- [What needs to be done]: Wherever the line with "M 49,88 L 81,88" sits in the listing below, transcribe from it up to and including the line with "M 823,519 L 847,554 L 786,594 L 763,559 Z", exactly, and leave the remaining lines out.

(Input records begins)

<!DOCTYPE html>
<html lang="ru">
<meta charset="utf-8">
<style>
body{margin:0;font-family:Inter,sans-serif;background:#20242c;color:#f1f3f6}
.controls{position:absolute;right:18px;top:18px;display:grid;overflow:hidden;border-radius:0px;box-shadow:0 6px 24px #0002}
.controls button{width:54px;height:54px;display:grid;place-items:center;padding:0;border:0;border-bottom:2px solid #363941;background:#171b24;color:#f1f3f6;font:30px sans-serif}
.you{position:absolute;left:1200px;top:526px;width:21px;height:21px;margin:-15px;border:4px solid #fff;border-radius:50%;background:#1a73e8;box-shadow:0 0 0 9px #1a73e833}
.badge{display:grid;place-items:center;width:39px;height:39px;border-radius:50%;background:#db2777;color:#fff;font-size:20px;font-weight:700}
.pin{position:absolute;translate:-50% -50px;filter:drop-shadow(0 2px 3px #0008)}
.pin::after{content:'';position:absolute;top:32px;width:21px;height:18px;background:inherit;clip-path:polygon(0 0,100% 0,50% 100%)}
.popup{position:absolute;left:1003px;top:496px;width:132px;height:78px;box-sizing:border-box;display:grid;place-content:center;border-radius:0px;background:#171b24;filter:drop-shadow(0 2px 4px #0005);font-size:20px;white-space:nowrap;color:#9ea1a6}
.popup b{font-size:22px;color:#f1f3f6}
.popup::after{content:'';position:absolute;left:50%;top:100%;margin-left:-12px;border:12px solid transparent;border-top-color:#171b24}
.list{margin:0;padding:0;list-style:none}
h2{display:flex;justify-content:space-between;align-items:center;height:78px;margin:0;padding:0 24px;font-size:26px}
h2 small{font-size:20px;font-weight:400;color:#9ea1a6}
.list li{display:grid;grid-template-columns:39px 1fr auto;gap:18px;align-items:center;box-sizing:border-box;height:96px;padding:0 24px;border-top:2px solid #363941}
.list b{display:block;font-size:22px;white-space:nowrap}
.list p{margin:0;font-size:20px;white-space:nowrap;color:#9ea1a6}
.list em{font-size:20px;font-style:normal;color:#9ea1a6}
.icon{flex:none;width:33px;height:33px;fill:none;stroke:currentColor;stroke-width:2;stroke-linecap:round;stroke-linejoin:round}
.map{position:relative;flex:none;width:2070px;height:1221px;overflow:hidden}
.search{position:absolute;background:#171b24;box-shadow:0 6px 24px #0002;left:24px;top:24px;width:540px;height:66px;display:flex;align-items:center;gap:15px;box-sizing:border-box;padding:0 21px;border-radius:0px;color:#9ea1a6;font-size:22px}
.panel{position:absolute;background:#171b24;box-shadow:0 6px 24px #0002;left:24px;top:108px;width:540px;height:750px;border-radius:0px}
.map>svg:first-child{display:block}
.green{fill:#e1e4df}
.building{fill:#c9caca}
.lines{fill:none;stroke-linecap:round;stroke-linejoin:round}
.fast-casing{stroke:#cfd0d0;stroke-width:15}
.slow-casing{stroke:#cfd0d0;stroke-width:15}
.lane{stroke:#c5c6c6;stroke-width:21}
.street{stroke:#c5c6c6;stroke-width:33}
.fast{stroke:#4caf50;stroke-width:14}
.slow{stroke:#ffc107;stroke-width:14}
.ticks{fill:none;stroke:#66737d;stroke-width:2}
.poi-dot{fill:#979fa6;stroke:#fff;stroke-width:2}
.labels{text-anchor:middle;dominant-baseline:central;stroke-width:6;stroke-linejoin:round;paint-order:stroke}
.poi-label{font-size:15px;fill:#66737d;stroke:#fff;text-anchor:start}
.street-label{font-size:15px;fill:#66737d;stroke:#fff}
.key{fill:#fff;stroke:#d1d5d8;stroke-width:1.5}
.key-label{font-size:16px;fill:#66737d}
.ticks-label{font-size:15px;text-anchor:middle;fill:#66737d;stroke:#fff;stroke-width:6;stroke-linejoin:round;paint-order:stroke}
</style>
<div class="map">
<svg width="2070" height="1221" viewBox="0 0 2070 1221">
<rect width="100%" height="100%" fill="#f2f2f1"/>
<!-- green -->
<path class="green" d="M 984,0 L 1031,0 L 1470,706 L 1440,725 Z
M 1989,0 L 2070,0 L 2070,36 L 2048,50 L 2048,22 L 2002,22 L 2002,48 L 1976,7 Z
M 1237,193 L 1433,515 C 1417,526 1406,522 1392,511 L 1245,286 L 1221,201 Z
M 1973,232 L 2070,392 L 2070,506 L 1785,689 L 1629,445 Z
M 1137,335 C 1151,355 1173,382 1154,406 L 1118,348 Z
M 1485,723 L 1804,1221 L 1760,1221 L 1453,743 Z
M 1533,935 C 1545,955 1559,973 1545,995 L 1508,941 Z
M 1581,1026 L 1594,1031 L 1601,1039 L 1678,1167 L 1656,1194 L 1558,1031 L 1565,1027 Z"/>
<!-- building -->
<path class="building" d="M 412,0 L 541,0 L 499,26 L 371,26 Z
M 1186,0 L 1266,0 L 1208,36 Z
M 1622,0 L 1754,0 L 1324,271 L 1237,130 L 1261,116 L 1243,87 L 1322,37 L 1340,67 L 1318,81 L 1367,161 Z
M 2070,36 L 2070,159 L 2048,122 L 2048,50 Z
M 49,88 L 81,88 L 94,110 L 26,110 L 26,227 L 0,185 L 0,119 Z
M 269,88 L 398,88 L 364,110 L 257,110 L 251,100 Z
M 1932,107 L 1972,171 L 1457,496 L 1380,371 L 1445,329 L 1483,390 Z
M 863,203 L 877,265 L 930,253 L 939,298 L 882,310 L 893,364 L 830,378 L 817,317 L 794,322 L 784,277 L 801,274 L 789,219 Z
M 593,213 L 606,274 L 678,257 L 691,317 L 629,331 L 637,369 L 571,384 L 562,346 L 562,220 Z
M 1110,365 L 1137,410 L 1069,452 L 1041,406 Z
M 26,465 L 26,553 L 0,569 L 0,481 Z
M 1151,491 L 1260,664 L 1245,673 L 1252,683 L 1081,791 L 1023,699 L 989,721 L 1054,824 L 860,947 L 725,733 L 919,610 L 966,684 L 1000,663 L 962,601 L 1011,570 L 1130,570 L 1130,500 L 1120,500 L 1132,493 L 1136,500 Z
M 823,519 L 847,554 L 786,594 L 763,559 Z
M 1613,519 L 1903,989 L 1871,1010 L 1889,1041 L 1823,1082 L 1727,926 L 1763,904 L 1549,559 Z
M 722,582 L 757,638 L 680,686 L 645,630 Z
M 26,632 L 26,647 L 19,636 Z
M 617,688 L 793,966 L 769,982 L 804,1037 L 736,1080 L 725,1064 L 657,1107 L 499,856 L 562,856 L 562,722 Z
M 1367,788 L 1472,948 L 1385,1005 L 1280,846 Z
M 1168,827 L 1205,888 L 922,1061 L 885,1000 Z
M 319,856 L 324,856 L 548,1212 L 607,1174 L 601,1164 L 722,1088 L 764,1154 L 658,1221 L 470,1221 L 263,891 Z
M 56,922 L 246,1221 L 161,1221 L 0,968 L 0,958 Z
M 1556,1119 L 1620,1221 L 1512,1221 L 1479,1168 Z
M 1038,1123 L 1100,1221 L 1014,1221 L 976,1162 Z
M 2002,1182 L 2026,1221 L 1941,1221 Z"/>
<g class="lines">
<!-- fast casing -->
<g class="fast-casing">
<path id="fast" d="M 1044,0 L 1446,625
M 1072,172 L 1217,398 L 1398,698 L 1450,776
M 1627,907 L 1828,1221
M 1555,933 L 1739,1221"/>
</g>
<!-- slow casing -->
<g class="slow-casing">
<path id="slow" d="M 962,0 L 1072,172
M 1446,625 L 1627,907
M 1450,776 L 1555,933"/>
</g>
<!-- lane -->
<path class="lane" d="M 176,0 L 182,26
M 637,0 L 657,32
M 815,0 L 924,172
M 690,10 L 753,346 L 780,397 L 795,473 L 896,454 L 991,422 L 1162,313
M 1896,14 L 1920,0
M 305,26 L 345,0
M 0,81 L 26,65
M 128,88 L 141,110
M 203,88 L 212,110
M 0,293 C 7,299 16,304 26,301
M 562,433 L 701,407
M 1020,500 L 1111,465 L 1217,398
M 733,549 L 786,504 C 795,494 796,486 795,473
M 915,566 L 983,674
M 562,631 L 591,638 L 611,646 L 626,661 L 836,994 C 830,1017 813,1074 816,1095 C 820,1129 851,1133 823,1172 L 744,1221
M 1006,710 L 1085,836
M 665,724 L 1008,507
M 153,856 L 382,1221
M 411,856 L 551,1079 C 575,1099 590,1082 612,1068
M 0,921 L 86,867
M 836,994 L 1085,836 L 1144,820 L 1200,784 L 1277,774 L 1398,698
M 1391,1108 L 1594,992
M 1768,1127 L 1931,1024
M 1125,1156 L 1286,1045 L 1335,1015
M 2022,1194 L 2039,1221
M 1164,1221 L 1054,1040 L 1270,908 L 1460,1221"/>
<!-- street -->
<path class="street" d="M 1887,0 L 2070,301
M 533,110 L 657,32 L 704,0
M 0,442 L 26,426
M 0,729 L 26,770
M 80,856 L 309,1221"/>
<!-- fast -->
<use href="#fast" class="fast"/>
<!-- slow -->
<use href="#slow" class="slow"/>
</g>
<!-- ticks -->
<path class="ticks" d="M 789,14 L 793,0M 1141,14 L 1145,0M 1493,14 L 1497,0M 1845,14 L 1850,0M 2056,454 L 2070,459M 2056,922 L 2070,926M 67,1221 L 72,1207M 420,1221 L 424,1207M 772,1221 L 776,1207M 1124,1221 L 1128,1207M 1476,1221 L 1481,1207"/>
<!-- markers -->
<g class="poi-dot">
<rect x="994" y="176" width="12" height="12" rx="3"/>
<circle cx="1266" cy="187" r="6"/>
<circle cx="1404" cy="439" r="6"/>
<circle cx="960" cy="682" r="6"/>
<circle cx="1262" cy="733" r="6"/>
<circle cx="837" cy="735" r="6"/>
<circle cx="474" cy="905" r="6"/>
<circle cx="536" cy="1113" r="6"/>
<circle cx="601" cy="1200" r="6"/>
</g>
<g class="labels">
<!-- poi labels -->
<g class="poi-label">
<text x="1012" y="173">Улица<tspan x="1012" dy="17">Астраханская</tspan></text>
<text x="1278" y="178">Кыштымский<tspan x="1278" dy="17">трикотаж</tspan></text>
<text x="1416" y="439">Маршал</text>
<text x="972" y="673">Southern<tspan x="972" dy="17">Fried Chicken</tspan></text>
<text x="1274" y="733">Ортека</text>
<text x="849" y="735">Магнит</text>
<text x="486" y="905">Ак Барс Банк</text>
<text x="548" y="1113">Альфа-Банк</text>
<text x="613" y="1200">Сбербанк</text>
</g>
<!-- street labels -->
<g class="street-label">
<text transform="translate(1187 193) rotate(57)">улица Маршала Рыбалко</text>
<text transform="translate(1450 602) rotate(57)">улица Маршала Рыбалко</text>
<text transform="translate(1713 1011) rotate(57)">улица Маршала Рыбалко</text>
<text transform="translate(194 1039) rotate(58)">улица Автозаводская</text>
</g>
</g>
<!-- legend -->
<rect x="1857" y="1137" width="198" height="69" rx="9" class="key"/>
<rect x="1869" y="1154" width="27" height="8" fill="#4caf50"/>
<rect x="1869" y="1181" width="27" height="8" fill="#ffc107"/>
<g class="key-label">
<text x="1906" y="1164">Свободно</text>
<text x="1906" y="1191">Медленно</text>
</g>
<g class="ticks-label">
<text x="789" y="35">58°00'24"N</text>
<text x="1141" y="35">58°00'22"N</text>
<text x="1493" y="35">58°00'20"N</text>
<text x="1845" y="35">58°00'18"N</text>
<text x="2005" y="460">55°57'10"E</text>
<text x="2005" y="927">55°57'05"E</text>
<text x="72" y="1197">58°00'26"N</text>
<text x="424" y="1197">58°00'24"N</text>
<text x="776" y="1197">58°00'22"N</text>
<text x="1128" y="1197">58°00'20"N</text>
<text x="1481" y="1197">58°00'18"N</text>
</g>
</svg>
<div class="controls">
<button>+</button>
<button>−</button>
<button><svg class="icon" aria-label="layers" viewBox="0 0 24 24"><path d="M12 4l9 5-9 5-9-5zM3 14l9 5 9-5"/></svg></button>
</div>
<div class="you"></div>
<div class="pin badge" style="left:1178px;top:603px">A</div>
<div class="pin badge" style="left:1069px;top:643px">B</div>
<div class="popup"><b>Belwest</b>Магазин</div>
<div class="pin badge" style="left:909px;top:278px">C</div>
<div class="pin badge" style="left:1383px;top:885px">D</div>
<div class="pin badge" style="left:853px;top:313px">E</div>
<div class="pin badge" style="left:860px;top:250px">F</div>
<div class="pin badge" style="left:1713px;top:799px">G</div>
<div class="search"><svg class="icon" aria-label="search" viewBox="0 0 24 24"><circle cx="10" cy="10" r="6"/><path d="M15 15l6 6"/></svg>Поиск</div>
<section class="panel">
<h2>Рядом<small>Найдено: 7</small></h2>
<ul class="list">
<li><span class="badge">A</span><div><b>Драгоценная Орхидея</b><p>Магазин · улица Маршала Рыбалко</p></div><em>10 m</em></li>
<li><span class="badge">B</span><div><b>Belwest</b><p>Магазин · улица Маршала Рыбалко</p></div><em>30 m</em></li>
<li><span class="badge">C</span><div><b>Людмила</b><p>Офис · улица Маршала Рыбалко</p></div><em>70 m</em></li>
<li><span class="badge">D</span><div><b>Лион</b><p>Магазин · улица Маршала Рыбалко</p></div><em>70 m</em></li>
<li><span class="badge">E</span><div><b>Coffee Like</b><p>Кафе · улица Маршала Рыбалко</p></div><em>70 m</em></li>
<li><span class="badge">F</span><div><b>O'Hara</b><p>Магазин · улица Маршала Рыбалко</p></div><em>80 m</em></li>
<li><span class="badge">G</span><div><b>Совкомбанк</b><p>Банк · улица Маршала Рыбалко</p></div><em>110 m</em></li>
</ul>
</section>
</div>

(Input records ends)

- [Task solution]:
M 49,88 L 81,88 L 94,110 L 26,110 L 26,227 L 0,185 L 0,119 Z
M 269,88 L 398,88 L 364,110 L 257,110 L 251,100 Z
M 1932,107 L 1972,171 L 1457,496 L 1380,371 L 1445,329 L 1483,390 Z
M 863,203 L 877,265 L 930,253 L 939,298 L 882,310 L 893,364 L 830,378 L 817,317 L 794,322 L 784,277 L 801,274 L 789,219 Z
M 593,213 L 606,274 L 678,257 L 691,317 L 629,331 L 637,369 L 571,384 L 562,346 L 562,220 Z
M 1110,365 L 1137,410 L 1069,452 L 1041,406 Z
M 26,465 L 26,553 L 0,569 L 0,481 Z
M 1151,491 L 1260,664 L 1245,673 L 1252,683 L 1081,791 L 1023,699 L 989,721 L 1054,824 L 860,947 L 725,733 L 919,610 L 966,684 L 1000,663 L 962,601 L 1011,570 L 1130,570 L 1130,500 L 1120,500 L 1132,493 L 1136,500 Z
M 823,519 L 847,554 L 786,594 L 763,559 Z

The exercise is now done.